I was right. I opened the email to find a couple of dozen job postings, ranging from "I guess I can see why this one came up, maybe..." to "What words on my résumé led your software to believe that I should be a cyber security specialist with a top-secret clearance???" Every day this happens. And yes - I do know what I'm doing with my search terms.

It made me think of all the lies that surround me every day - many of which have been around since I was a child. Thinking back to this muggy August afternoon, I'm having trouble remembering all the lies and the lying liars who lie them, but I can wing it. It's getting late and the Braves are trailing :) so, briefly...

"We're converting to the metric system." Really! They taught us meters and liters and kilograms like it was an emergency. Hurry, children!

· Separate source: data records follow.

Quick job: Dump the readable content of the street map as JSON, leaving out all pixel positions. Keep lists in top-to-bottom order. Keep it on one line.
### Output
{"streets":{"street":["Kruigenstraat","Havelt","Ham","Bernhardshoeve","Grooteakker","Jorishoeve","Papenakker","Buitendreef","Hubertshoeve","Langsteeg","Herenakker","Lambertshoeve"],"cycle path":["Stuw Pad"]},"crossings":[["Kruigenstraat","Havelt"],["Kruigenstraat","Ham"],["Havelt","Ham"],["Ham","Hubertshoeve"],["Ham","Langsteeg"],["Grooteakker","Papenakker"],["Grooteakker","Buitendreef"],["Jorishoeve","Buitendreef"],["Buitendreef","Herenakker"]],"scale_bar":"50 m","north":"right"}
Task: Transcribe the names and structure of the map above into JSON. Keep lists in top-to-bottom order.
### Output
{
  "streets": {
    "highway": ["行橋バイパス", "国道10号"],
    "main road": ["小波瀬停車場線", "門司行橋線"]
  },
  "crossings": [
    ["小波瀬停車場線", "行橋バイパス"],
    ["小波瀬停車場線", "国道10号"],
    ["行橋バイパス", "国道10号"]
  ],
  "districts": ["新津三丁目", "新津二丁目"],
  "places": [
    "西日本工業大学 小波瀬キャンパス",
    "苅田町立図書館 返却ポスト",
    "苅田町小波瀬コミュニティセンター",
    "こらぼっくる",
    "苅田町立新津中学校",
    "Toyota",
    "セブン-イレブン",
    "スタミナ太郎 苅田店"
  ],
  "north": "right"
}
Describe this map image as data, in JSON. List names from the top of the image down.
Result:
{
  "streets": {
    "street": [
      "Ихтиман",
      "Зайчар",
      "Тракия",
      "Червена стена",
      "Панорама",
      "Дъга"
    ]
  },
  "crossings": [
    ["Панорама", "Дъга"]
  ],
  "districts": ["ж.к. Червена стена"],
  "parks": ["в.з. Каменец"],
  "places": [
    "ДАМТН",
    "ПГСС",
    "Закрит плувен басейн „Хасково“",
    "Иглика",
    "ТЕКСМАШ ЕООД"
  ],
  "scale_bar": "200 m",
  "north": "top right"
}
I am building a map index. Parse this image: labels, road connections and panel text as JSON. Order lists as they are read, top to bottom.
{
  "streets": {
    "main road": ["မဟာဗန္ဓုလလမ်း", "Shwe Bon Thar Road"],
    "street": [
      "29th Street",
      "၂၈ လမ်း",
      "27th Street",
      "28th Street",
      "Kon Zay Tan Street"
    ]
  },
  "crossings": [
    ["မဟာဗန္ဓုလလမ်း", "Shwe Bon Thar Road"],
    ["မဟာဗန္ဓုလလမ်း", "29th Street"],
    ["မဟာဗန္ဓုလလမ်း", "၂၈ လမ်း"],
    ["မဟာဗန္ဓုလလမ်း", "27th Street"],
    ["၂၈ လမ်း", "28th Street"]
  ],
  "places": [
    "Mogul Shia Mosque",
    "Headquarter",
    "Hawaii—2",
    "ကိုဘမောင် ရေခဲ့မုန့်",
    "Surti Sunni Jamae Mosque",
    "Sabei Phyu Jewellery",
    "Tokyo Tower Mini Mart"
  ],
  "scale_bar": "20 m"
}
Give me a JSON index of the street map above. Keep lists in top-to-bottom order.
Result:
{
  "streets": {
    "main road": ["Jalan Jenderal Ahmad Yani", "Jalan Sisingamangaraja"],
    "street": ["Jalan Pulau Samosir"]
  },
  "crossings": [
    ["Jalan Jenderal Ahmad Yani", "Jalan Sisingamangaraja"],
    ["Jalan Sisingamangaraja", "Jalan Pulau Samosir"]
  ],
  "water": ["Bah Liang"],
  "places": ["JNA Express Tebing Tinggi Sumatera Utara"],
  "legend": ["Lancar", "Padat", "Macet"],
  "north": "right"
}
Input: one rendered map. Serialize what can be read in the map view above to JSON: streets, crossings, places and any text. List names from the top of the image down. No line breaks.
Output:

If you haven't mastered this material by next Monday, you won't be able to measure a THING, ever again! I lost sleep over this stuff, and I'm still not really ready for the big switch. I know it's coming, though - any minute now.

"Breaking up AT&T and allowing more telecommunications providers to compete for your business will lead to lower prices for the consumer." Yeah - it didn't. Oh, these Baby Bells and their descendants went out of their way to make sure we couldn't compare their "prices" to anyone else's, but no, we did not pay less. This goes double for competition among cable TV providers.

Now, I am NOT going to start yammering about flying cars. Nobody promised me a flying car. EVER. I saw them in cartoons and maybe "Logan's Run" or the first "Star Wars" movie - although really, those just flew a couple of feet above the ground. But no one ever said "when you grow up, there will be flying cars" to me. So let's just get over this one. I'm talking to you, douchey Coke Zero guy.

What they did promise, however, was that technological advances would make our lives simpler and easier than those of our parents. "Computers will be in every home and will save everyone massive amounts of time," they said. Okay, so technology has made LOTS of stuff better. I won't try to say that it hasn't. BUT -- for most of us, it has done the opposite of making our lives simpler and easier, and we're not saving any time at all. Sitting here typing this drivel (mainly to share with a handful of Facebook friends), right next to my wife (who is using her laptop to play mah-jongg and listen to SiriusXM radio), I am certainly not SAVING time; I'm wasting it. We all are. Tons of it. And it's not just blogs and Facebook and games. I spend ridiculous amounts of time just trying to get this stuff to work at all. When it works, it's great, but I think we can count the "computers will make life easier" promise as officially broken.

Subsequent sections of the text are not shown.